Şu sırala sınav haftasına 1 hafta kaldığı için kısa bir kitap okuyayım dedim ve kitap fuarından edindiğim Zehir Yiyenler ve Hikayeleri kitabını okumaya başladım. Kitap ayracını bana kardeşim yılbaşı hediyesi olarak almıştı. Üzerinde ki balina kafasını bir sağa bir sola falan çeviriyor bayağı şeker. Peki neden balina?  Çünkü en sevdiğim hayvanlar balina ve atlardır. İşte böyle..

 
Buda bahsettiğim hababam şarkısı (hababam güm güm güm hababam güm güm güm...)

18 Mayıs 2013 Cumartesi

Mükemmel Çekilişşş

Sevgili Gülcenin Zaman Tünelinde çok güzel bir çekiliş var ben katıldım sizinde katılmanızı tavsiye ederim :)

17 Mayıs 2013 Cuma

Oniks-Jennifer L. ARMENTROUT/ Kitap Yorumu..
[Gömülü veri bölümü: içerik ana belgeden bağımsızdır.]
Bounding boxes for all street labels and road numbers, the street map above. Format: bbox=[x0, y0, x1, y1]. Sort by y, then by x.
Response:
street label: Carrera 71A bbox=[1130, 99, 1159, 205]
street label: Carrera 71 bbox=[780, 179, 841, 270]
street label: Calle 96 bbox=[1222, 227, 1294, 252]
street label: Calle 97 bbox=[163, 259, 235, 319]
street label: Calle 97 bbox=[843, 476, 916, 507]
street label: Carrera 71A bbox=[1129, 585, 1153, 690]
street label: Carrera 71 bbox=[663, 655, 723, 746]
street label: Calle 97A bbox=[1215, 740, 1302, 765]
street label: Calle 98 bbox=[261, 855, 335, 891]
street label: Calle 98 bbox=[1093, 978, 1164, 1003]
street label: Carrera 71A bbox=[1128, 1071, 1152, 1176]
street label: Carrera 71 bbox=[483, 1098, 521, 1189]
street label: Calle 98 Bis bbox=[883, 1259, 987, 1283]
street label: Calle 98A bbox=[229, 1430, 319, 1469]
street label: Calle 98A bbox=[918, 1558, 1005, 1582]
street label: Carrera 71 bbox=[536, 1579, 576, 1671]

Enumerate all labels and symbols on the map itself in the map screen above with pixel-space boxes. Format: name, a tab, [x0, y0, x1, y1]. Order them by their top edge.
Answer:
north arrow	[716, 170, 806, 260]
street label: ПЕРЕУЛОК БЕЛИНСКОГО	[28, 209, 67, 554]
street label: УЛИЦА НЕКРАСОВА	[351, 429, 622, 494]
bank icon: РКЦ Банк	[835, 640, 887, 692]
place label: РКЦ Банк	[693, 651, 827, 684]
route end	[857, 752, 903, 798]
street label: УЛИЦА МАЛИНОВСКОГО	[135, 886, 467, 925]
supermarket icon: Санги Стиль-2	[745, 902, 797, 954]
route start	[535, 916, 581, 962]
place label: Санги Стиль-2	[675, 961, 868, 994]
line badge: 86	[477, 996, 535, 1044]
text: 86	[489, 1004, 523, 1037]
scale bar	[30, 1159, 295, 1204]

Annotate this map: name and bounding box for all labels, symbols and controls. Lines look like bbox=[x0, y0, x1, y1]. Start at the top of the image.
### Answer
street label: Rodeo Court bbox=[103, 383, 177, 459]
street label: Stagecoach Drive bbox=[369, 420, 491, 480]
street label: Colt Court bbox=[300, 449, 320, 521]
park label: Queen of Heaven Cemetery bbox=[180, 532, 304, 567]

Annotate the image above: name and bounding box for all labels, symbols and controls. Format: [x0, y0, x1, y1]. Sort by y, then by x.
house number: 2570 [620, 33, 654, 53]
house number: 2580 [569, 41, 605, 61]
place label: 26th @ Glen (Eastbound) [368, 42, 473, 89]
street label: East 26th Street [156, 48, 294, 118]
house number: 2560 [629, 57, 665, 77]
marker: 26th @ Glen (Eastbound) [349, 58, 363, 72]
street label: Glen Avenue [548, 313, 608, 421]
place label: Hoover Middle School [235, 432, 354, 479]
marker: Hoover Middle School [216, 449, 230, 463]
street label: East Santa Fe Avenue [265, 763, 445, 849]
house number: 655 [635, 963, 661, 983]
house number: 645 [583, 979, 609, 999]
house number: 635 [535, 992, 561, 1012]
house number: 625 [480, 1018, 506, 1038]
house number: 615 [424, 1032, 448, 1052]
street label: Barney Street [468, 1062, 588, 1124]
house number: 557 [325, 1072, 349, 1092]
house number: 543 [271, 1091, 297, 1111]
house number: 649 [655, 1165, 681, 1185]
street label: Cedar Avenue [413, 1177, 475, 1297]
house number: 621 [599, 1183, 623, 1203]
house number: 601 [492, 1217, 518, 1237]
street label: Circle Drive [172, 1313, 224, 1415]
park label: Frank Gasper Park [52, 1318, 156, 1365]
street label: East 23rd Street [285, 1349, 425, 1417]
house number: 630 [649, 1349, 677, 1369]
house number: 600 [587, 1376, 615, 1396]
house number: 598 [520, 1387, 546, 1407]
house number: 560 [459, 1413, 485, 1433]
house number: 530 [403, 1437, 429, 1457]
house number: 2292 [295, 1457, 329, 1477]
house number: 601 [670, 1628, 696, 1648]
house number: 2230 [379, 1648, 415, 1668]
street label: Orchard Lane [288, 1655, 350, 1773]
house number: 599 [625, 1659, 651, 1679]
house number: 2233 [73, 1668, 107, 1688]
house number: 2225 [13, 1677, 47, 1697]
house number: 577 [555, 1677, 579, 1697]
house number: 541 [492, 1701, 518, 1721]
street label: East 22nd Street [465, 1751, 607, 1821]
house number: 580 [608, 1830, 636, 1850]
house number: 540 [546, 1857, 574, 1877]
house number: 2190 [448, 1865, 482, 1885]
           Herkesin tahmin ettiği üzere zaten kitaptan büyük bir zevk aldım. Tam olarak kitabın yorumunu yapmaya başlamadan önce nedenlerinden biri söylemek istiyorum sizlere; yayınevinin el çabukluğu. Yani Dex yayınlarının seri 2. kitabını 1. kitabıyla arasında pek zaman farkı bırakmadan yayınladı. Zaten bu Dex yayınevinin sevilmesinin en önemli sebeplerinden biri zannımca( ama maalesef bir türlü ikinci kitabını yayınlamadıkları Yemin Serisi için aynı şeyi söyleyemeyeceğim. İleride bununla ilgili bir yazıda yazmayı planlıyorum). Mesela Pegasus yayınevi Hush Hush serisinin 4. kitabı Finale için sağolsun bayağı bir bekletmişti bizi. Her neyse yoruma başlamadan önce bu bana göre çok önemli olan konuya da değinmek istedim. Şimdi gelelim yoruma...
           Ahhh..kitap gerçekten çok güzeldi keşke biraz daha sürseydi dedim Obsidiyendeki gibi yine bitince.(bayağıda bir devrik oldu bu cümle). Kitabı en güzel yapan taraf yazarın üslubuydu. Katy'nin ağızından olayları öyle güzel anlatmış ki bana Katy kendi halkımdan biri gibi çok samimi hissetirdi. Ama tabii ki olamaz çünkü biz Türkler uzaylıları daha çok bir süpürge olsun ne bilim bir faraş olsun bu gibi bizi biz yapan aletlerle kovalmayı seçeriz. Şahsen ben bir uzaylı görsem -ki hepimiz biliyoruz uzaylıların Daemon gibi bir taş olmadığını ayrıca ben uzaylılardan, hikayelerindeni ufolarından falan bayağı tırsarım- öyle yapardım.
Her neyse bu kitabı sevmemin diğer bir yönü de türü. Kitap fantastik türünde ama ancak bana fantastik olduğu kadar romantik komedi gibi de geldi. (Gerçi Daemon ve  romantizm???) Daemon ve Katy'nin atışmalarını okurken gerçekten çok eğlendim. Hele Daemon ın sürekli Blake farklı bir isimle seslenmesi...Borris hank mank falan yani bayağı uzayıp gidiyor bu liste :)
            Ayrıca bu kitapta Obsidiyendekinden daha farklı bir Daemon'la karşılaşıyoruz. Daha romantik daha anlayışlı....ama bazı şeyler hiç değişmez tabii(bkz. Daemon ın hazırcevaplığı)
Yani demem o ki ben bu kitabı Obsidiyen'den daha çok beğendim çünkü hem daha akıcı hem daha uzun hem de daha doyurucuydu.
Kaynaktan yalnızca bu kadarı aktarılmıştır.